Exercise brief
Gather all lines in the entries below that include the word "bottom".

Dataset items
..........

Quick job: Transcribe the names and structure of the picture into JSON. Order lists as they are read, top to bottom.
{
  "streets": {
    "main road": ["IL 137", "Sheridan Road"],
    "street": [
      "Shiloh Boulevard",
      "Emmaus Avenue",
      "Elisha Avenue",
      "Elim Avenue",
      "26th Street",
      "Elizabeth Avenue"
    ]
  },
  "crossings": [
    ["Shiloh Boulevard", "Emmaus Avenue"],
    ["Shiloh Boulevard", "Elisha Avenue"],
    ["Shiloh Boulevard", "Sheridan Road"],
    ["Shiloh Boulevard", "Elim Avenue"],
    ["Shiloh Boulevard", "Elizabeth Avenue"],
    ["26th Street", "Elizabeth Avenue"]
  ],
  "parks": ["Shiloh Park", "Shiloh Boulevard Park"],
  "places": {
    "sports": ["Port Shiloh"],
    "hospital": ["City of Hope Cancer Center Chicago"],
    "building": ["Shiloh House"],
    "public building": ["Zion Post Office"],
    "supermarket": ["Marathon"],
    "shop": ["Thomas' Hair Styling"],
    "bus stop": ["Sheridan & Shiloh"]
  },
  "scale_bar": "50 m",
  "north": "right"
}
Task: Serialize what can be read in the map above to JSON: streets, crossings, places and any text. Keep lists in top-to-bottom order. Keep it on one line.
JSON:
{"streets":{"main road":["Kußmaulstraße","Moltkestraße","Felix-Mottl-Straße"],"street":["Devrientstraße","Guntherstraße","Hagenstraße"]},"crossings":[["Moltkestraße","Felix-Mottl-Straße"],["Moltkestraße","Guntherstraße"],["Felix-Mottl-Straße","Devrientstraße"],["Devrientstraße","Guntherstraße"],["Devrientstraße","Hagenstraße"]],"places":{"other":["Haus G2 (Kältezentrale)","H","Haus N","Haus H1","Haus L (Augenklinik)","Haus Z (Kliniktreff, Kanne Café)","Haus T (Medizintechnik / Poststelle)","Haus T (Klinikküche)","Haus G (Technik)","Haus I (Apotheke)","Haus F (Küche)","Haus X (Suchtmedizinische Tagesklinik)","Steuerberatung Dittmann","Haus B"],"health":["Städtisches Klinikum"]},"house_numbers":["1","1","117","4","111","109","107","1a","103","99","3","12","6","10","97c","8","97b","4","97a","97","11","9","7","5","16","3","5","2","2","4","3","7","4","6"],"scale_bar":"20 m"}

..........

Task solution
Quick job: Transcribe the names and structure of the picture into JSON. Order lists as they are read, top to bottom.
Task: Serialize what can be read in the map above to JSON: streets, crossings, places and any text. Keep lists in top-to-bottom order. Keep it on one line.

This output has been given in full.